[Opening RECORDS section]

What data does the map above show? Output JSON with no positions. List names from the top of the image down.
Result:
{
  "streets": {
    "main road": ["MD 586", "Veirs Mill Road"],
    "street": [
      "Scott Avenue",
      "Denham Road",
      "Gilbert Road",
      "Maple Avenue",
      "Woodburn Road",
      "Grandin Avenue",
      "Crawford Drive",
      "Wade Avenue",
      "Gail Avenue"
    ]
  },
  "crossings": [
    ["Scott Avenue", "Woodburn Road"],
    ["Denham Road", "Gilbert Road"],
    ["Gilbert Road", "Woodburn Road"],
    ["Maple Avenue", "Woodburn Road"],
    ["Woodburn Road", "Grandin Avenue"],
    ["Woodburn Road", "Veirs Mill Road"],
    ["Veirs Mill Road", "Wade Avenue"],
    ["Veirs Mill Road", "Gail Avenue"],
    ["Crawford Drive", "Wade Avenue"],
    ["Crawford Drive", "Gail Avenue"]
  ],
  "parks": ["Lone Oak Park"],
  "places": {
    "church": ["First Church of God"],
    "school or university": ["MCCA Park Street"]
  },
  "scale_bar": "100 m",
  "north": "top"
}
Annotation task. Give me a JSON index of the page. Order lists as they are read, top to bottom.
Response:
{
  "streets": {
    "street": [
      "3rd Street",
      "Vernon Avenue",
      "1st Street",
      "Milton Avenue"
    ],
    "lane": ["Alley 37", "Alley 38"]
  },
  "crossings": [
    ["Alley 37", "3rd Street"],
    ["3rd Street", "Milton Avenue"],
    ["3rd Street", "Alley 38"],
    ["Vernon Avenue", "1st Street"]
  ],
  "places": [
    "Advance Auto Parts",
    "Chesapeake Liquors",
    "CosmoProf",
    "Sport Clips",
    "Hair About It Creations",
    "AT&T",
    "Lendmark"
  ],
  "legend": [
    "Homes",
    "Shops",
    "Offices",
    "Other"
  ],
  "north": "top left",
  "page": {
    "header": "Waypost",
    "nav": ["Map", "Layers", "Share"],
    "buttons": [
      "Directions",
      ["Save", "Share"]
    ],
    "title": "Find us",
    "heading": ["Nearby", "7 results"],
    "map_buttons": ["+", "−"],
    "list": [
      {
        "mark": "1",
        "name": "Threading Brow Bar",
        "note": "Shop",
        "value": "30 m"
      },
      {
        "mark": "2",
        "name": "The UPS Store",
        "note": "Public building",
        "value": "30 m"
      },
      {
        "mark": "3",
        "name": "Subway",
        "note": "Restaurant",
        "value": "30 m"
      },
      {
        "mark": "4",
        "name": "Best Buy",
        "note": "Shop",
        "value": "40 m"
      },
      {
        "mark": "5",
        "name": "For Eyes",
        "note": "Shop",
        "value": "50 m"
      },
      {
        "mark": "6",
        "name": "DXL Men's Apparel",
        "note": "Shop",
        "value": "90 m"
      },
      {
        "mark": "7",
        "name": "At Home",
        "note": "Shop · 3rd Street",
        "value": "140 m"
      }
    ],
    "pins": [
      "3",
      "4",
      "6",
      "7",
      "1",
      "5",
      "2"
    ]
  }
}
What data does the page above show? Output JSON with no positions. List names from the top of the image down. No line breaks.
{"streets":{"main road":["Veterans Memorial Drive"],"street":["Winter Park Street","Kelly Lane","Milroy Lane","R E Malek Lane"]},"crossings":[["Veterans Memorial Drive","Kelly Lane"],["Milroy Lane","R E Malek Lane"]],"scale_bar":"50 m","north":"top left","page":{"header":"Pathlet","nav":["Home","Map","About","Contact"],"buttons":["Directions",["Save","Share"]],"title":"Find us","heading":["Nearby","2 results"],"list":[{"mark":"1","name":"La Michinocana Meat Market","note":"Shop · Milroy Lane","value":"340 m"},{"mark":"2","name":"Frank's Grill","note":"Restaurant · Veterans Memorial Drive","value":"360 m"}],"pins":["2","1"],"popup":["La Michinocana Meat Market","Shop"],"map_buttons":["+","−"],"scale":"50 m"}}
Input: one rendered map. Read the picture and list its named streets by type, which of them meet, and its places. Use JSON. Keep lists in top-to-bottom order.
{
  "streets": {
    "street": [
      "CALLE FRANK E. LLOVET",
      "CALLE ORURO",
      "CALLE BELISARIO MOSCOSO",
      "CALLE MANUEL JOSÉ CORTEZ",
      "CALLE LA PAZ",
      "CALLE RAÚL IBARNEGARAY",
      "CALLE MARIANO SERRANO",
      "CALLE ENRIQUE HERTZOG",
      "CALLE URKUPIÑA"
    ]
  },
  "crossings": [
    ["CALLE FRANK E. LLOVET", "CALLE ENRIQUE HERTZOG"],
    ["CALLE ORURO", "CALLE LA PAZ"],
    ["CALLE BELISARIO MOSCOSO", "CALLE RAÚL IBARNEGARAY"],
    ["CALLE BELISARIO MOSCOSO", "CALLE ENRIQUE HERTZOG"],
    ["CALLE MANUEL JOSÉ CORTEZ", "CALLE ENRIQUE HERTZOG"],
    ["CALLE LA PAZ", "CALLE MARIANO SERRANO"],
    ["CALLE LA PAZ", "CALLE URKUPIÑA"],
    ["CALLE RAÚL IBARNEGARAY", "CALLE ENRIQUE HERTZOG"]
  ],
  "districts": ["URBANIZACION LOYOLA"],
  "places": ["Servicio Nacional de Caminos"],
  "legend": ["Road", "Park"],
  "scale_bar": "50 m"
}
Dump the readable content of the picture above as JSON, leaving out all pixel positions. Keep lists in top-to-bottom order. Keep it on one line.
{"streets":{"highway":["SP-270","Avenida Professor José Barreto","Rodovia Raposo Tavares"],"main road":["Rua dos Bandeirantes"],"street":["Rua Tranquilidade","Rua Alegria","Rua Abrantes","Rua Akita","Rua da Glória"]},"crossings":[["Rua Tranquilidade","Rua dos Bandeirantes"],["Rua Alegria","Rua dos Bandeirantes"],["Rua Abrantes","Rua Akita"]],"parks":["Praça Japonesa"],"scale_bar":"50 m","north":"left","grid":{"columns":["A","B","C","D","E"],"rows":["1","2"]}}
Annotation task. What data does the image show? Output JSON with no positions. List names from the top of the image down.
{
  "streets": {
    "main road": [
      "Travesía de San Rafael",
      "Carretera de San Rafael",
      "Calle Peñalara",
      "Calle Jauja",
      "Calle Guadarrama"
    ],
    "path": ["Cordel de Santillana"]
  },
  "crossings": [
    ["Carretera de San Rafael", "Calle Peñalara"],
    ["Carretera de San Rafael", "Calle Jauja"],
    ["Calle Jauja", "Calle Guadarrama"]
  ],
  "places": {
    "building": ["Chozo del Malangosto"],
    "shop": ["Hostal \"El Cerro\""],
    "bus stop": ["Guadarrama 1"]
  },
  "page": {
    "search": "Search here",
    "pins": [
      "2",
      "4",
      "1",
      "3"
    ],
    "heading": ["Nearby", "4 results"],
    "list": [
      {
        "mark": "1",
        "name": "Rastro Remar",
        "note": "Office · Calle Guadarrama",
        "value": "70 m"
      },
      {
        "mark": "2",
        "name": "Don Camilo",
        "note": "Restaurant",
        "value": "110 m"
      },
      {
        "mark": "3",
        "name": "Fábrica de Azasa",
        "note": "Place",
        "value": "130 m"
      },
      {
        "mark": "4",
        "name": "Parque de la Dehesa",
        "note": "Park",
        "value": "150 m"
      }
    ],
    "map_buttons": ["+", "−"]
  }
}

[Closing RECORDS section]

## WHAT YOU NEED TO DO
From the data above, how many lines contain the word "RAÚL"? Give the number alone.

## ANSWER SPACE
3